Un autre pas de franchi dans l’adoption de la loi sur le statut juridique des animaux

Le MAPAQ a signalé qu’une autre étape avait été franchie en vue d’adopter une loi modifiant le statut juridique des animaux. Le principe du projet de loi no 54 a été adopté à l’Assemblée nationale à l’unanimité vendredi dernier. Cette étape faisait suite au dépôt du projet de loi, le 5 juin dernier, ainsi qu’aux consultations particulières et auditions publiques tenues par la Commission de l’agriculture, des pêcheries, de l’énergie et des ressources naturelles (CAPERN) entre le 14 septembre et le 6 octobre.

La loi vise à modifier le Code civil du Québec afin que les animaux soient considérés légalement comme des êtres doués de sensibilité et ayant des impératifs biologiques, plutôt que comme des « biens meubles ». Québec veut particulièrement endiguer les “comportements inacceptables” qui fera l’objet d’une loi particulière sur le bien-être et la sécurité de l’animal.

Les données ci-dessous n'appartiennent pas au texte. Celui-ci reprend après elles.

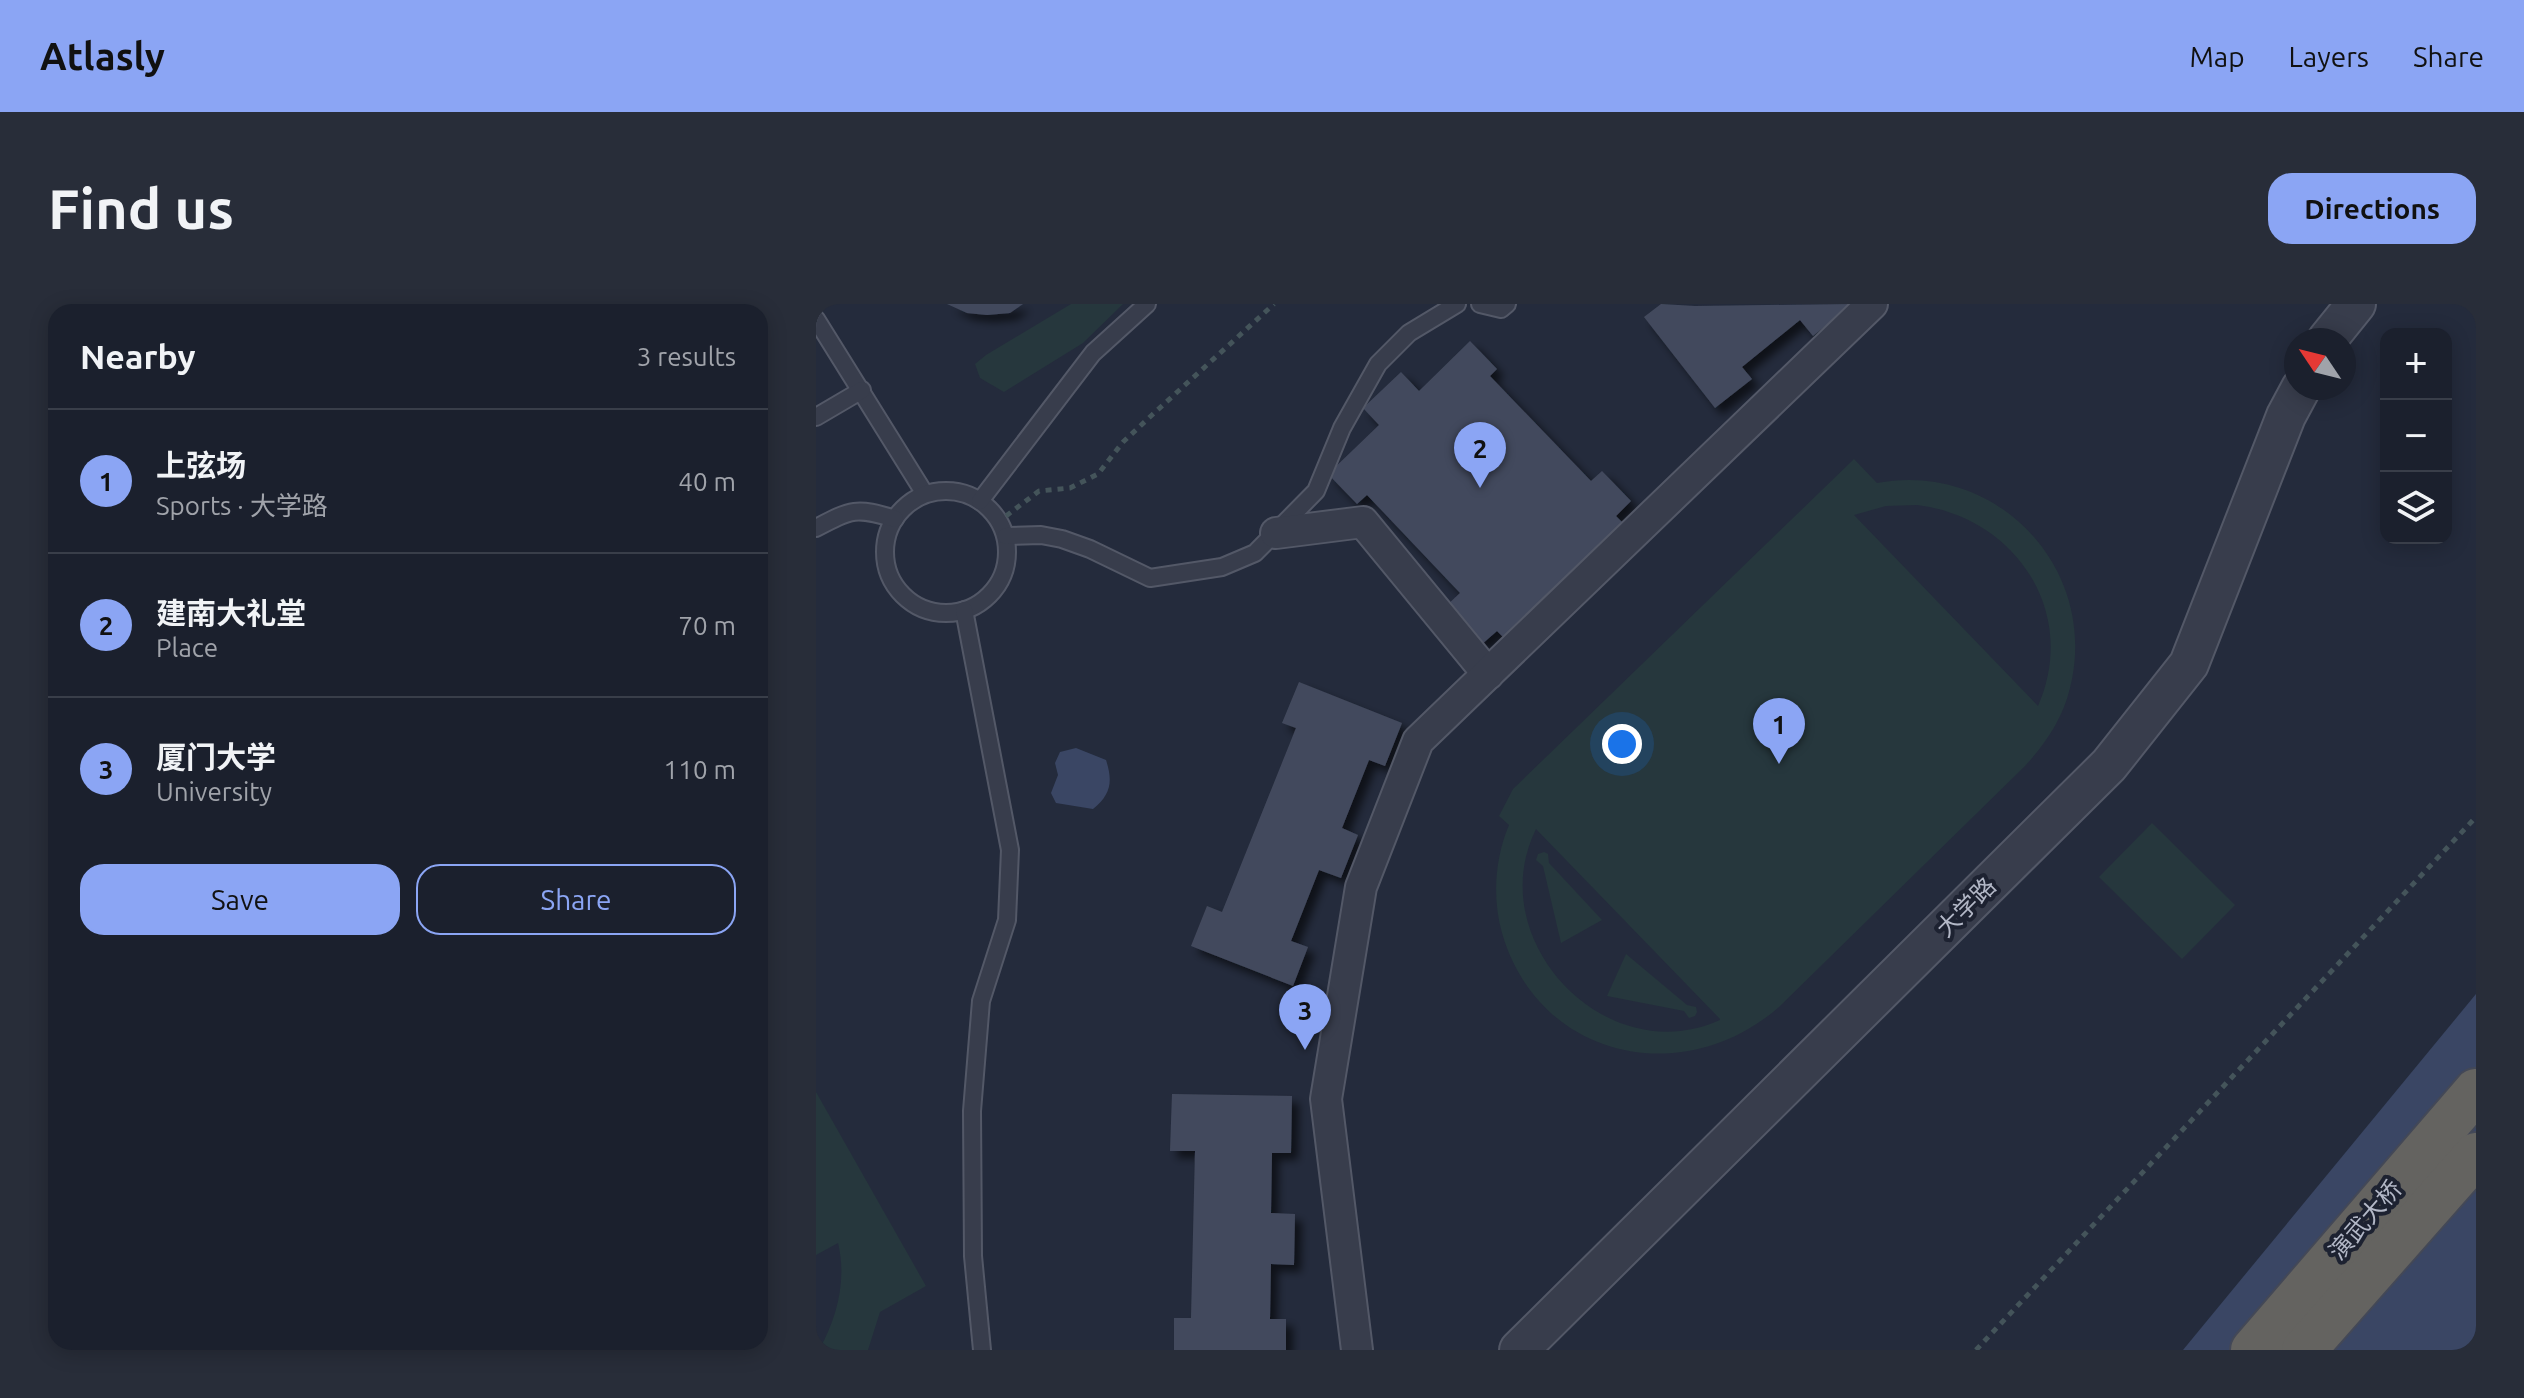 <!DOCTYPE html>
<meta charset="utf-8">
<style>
:root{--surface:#1b202d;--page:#282d39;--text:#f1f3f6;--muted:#a0a3aa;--line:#393e49;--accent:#8ba5f4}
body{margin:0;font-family:Ubuntu,"Noto Sans SC",sans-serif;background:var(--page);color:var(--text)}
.controls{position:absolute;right:24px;top:24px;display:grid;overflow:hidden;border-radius:16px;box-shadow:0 4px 20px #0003}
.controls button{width:72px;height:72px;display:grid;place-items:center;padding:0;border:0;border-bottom:2px solid var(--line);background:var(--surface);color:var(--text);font:40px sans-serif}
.compass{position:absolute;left:1468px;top:24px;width:72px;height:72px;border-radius:50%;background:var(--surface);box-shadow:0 4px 20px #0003;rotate:305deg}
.you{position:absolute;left:806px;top:440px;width:28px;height:28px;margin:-20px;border:6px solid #fff;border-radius:50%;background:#1a73e8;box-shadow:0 0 0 12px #1a73e833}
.badge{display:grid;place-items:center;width:52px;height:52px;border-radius:50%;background:var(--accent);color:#111;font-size:26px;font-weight:700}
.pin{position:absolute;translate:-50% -66px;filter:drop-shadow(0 2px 4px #0008)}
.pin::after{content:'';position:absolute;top:42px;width:28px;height:24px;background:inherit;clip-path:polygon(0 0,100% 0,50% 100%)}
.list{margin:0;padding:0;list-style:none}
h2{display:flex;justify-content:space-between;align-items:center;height:104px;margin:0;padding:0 32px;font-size:34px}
h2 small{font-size:26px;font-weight:400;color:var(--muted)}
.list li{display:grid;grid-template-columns:52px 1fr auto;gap:24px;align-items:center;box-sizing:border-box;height:144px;padding:0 32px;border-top:2px solid var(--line)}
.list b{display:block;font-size:30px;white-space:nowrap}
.list p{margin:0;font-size:26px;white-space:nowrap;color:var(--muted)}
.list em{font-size:26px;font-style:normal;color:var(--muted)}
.actions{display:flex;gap:16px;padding:24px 32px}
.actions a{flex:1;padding:18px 0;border:2px solid var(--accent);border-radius:24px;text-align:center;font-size:28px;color:var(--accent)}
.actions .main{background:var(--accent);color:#111}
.icon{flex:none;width:44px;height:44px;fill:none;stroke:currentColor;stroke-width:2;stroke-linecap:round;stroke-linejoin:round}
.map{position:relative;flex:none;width:1660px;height:1046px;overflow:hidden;border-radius:24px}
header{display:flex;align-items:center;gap:48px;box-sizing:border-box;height:112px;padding:0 40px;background:var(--accent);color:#111}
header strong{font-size:38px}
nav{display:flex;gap:44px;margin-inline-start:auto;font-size:28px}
.intro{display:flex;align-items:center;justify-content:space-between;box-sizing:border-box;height:192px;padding:0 48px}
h1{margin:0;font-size:56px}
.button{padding:20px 36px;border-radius:24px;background:var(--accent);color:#111;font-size:28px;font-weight:700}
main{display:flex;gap:48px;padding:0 48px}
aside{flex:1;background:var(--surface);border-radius:24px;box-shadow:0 4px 20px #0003}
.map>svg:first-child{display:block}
.green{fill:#26373d;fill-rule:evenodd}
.water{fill:#3a4664}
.building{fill:#434a5d;filter:url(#shadow)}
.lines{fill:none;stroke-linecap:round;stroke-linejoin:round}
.service-casing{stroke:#535867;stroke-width:20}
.minor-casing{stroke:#535867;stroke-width:34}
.tertiary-casing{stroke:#535867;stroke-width:42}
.trunk-casing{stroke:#434857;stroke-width:48}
.path{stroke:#44545a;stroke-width:5;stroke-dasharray:6 6;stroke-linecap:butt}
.service{stroke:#383d4c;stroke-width:16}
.minor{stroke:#383d4c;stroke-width:30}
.tertiary{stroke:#383d4c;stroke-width:38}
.trunk{stroke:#646360;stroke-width:44}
.labels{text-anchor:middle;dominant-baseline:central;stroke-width:8;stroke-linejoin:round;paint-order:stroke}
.street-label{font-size:24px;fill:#b3b8c7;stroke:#1d2231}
</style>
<header>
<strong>Atlasly</strong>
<nav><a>Map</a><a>Layers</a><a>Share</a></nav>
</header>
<div class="intro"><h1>Find us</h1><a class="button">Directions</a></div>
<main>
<aside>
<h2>Nearby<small>3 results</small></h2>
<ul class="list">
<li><span class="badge">1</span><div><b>上弦场</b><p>Sports · 大学路</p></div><em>40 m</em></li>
<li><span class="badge">2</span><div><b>建南大礼堂</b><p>Place</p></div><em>70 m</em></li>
<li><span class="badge">3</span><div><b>厦门大学</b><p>University</p></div><em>110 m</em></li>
</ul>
<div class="actions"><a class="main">Save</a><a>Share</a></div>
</aside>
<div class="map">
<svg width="1660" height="1046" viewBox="0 0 1660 1046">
<defs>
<filter id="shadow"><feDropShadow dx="7" dy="7" stdDeviation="4" flood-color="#0009"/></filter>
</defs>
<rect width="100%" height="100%" fill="#242b3c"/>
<g class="green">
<polygon points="255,0 307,0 267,39 188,88 164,74 159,60 170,51"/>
<path d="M1038 155 1061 179C1181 156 1284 265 1254 384 1247 414 1230 439 1209 462L963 703C868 786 723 756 686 629 676 594 679 554 693 521L683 512 697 485ZM1101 201C1200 213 1263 309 1222 402L1038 211 1070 202ZM720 525 904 715V716C790 768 665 636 720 525Z"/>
<polygon points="1336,519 1419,601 1366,655 1283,573"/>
<polygon points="728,548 732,550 733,559 786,616 745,639 727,562 720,556 722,550"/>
<polygon points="810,650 871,701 880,703 881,708 879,712 873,714 868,707 791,692"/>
<path d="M0 788 110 982 64 1008 52 1046H3C21 1014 31 976 22 939L0 951Z"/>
</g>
<g class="water">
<path d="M260 444 290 456C297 478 295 490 277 505L240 499 235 489 242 471 239 459 244 448Z"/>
<polygon points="1660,690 1660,1046 1367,1046"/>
</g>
<g class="building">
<polygon points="131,0 207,0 194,9 171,11 151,9"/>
<polygon points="845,0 879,2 1037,0 997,32 984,16 926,63 936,75 899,104 828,13"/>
<polygon points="654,37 681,65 674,72 775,177 786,167 815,197 800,212 812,224 693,339 681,327 665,341 629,303 644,289 551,191 541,200 512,170 563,121 547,104 585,68 603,87"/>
<polygon points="483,378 586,419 569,462 553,456 526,524 542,531 525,574 503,566 475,637 492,643 477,682 375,642 391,602 406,608 480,424 466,419"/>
<polygon points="356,790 476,792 475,849 456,849 455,909 479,910 478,961 455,960 454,1015 470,1015 470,1046 358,1046 358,1014 375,1014 379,847 354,847"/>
</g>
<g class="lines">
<g class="service-casing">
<g id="service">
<polyline points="664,0 685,5 691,0"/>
<polyline points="0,15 109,190"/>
<polyline points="0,113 46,86"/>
<circle cx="130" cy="248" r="61"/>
<polyline points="164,197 277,49 331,0"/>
<path d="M0 224C36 205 40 203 79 215"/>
<polyline points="190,232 225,231 246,235 274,245 334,274 406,263 439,249 500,187 526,124 562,60 593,29 641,0"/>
<polyline points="148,306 194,546 191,616 165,697 156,807 157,952 166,1046"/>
</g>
</g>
<g class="minor-casing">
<g id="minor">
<polyline points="460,229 547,218 672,370"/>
<polyline points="541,1046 510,795 545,583 602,437 1056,0"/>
</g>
</g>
<g class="tertiary-casing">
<g id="tertiary">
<polyline points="1511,36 1540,0"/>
<polyline points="703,1046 1293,461 1373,360 1470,112 1485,84"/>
</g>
</g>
<g class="trunk-casing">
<g id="trunk">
<polyline points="1437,1046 1660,787"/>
<polyline points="1488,1046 1660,851"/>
</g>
</g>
<g class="path">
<polyline points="190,212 223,187 254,184 282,170 307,138 336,111 458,0"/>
<polyline points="1160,1046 1660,513"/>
</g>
<use href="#service" class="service"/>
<use href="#minor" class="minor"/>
<use href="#tertiary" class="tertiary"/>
<use href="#trunk" class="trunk"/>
</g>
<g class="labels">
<g class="street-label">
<text transform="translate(1150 603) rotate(-45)">大学路</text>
<text transform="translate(1549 916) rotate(-49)">演武大桥</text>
</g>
</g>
</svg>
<div class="controls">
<button>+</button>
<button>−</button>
<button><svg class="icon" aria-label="layers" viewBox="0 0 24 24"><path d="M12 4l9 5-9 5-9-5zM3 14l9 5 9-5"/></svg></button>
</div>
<svg class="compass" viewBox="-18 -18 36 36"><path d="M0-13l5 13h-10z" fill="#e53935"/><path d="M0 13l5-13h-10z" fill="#a0a3aa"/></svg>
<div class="you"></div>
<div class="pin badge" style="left:963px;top:460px">1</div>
<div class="pin badge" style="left:664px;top:184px">2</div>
<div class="pin badge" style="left:489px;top:746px">3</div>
</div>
</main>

Cette loi sera inspirée des lois en vigueur dans les trois provinces canadiennes occupant la tête du classement de l’Animal Legal Defense Fund (ALDF), soit le Manitoba, l’Ontario et la Colombie-Britannique. Le ALDF est un organisme américain faisant la promotion de changements législatifs afin de mieux protéger les animaux. Le Québec est arrivé avant-dernier du classement canadien en 2015, avant le Nunavut. Il s’est classé dernier en 2014, 2013 et 2012

Pour les producteurs agricoles, l’adoption du projet de loi rendrait obligatoires les codes de pratiques recommandées par le Conseil national pour le soin et la manipulation des animaux d’élevage. De plus, les aides financières aux agriculteurs seraient assujetties à cette nouvelle loi.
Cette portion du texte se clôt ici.